There were many missteps in the early days of the pandemic. Supplies were scarce, and doctors and scientists who are usually in their comfort zone treating disease were shocked by the ferocity of the virus, even in the best hospitals in New York. There was no federal leadership. President Trump played the governors, had them begging for ventilators and masks that he dispensed grudgingly and for which he demanded obeisance. Cuomo’s nursing home policy was among the many mistakes that were made in those months.
It follows that whenever Cuomo realized that the hospital-to-nursing-home-policy was a mistake, he should have said so, fully and publicly. Waiting, delaying, hiding the real numbers or whatever was done to avoid revealing the full truth was wrong. Attempting to cover up the tragedy, if that’s what was done, only compounded thousands of families’ pain.
Cuomo is also the leader who sat before the cameras and the press every single morning for months and talked us through the wrenching changes in our lives brought about by the pandemic. He was steady and confident and told us we could get through it. He reminded us that we were “New York tough,” and we believed him.
Governor, you rose to the occasion in those first months and provided steady leadership that helped us stay anchored in our lives.
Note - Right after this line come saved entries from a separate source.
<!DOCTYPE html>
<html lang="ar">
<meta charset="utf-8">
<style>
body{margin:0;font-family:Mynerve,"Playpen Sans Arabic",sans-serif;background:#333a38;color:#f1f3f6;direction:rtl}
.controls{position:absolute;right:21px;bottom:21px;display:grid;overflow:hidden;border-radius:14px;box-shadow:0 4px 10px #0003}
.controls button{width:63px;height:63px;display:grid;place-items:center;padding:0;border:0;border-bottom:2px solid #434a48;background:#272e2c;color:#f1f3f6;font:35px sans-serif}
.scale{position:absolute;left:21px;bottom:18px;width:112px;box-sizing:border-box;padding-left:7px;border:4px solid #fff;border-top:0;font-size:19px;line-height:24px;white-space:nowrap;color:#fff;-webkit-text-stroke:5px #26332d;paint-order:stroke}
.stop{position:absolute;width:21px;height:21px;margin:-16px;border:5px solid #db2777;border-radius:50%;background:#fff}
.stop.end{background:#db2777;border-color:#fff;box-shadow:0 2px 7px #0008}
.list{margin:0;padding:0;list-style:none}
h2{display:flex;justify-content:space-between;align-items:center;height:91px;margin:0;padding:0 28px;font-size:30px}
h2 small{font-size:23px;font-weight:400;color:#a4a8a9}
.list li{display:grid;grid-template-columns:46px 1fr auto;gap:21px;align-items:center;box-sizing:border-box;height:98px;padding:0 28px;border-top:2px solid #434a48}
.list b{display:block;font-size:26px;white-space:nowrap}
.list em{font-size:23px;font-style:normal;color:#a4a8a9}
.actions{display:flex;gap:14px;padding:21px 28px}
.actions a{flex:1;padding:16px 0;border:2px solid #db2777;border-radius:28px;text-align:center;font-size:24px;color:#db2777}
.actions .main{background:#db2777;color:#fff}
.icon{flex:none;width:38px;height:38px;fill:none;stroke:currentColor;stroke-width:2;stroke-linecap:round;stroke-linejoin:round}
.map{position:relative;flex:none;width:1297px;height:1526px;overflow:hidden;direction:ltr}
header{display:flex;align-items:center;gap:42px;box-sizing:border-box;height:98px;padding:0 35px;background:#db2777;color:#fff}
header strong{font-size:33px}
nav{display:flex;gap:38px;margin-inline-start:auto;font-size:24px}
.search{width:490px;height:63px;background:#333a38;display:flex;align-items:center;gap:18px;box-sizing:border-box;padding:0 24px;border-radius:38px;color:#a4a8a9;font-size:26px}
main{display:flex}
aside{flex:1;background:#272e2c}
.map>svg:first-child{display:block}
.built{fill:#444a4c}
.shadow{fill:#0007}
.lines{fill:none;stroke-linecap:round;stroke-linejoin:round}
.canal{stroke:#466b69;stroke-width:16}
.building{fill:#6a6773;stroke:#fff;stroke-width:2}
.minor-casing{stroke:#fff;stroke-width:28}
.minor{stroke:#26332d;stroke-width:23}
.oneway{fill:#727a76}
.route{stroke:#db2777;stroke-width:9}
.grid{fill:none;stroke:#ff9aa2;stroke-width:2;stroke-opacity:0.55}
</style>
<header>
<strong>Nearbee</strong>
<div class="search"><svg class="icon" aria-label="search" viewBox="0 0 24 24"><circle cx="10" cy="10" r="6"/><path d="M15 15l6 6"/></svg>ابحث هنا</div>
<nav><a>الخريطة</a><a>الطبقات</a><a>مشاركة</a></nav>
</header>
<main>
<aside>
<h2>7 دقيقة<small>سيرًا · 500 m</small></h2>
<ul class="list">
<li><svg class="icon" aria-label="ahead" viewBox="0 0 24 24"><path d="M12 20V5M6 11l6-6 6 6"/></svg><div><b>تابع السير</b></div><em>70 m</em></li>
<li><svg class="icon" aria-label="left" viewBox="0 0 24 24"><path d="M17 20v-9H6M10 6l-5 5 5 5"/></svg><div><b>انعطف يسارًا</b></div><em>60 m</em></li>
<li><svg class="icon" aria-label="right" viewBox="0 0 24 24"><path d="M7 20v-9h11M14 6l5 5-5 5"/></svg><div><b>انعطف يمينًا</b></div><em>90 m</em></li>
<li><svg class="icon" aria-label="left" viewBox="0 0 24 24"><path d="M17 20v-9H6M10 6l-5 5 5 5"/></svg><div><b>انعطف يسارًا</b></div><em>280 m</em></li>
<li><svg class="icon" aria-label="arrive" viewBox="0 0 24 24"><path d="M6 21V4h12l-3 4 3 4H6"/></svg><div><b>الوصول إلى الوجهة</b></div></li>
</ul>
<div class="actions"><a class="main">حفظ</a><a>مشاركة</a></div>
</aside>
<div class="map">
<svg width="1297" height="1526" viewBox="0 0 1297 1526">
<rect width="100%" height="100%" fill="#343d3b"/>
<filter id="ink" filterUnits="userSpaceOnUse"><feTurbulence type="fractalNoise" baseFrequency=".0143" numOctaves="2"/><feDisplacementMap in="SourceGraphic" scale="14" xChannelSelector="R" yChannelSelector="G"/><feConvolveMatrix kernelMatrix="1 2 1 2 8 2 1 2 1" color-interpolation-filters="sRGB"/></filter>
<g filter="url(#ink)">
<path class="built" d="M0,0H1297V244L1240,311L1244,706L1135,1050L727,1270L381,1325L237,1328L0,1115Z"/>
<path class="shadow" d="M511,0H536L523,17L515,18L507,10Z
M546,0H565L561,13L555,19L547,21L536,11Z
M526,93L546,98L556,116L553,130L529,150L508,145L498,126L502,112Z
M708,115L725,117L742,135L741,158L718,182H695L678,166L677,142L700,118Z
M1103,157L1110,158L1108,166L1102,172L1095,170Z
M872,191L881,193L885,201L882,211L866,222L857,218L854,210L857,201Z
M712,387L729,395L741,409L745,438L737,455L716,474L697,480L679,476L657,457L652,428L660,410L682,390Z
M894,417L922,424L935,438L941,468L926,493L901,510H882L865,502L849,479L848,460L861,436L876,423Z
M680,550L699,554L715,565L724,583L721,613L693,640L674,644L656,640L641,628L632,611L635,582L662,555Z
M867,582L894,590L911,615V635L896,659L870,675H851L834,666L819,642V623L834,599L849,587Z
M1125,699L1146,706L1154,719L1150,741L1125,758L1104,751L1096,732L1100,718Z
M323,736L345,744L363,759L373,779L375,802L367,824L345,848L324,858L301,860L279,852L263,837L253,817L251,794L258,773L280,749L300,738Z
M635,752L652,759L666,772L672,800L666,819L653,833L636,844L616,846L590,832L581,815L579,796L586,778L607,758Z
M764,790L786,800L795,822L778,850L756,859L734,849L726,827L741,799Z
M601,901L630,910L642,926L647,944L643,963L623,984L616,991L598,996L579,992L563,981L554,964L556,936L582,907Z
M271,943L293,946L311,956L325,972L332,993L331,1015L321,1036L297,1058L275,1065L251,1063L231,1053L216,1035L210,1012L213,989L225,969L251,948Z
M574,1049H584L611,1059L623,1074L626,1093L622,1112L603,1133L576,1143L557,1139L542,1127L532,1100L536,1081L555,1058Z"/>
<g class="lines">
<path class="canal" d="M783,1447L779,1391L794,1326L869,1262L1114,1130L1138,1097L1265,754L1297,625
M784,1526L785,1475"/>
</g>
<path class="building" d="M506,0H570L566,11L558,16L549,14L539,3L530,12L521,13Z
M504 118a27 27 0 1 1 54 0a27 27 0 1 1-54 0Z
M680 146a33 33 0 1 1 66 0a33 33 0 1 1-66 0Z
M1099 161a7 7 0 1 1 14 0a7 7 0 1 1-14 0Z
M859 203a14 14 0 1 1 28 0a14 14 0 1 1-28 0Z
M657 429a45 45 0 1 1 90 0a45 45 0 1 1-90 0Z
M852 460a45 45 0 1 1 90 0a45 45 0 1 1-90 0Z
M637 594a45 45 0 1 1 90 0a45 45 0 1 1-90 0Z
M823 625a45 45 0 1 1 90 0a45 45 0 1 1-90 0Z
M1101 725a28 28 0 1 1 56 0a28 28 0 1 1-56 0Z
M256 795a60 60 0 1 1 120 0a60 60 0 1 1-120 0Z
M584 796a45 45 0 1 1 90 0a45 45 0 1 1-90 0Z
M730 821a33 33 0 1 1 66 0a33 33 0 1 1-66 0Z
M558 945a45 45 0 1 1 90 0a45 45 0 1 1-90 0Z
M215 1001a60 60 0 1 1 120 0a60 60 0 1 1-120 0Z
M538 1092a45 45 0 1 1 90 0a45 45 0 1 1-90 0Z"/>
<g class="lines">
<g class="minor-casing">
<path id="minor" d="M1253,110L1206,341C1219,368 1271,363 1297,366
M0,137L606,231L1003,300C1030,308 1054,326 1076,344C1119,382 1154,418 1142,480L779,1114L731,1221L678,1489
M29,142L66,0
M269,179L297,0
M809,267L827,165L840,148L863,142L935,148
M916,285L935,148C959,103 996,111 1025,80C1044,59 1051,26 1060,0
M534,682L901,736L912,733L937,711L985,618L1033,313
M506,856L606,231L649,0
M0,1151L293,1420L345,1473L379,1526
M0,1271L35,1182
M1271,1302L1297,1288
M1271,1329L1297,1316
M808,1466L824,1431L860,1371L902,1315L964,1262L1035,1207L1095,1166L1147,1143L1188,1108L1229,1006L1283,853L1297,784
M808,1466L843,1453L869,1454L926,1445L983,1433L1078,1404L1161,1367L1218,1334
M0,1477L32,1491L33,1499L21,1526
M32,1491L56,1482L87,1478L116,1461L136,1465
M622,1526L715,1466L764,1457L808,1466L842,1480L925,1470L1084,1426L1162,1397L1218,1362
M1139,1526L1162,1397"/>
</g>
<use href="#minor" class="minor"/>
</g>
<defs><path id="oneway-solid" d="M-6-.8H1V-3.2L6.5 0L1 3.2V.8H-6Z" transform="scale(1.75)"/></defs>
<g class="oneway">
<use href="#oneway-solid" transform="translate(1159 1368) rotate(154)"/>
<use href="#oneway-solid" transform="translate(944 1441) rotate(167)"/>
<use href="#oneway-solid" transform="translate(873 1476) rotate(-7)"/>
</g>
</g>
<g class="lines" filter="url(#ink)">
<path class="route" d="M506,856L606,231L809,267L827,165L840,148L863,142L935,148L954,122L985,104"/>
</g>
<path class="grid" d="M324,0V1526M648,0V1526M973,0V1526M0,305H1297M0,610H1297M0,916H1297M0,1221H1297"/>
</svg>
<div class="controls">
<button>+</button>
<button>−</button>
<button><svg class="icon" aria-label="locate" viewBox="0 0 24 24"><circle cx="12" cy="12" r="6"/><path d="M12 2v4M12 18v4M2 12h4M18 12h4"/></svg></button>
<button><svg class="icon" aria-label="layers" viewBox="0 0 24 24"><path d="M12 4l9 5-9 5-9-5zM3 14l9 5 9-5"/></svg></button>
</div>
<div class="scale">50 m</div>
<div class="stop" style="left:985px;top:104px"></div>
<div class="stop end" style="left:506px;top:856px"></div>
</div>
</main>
You did it while fighting a novel disease that was crushing the city, and you did it without significant support from the federal government. You inspired us, you kept the city going, you were a rock. I will never forget your 11 a.m. fireside chats.
You also let us down. No thinking citizen of this state or country expects simple, black-and-white solutions to problems or leaders who are perfect. But we do expect you to tell us the truth, even when it hurts us. Even when it hurts you.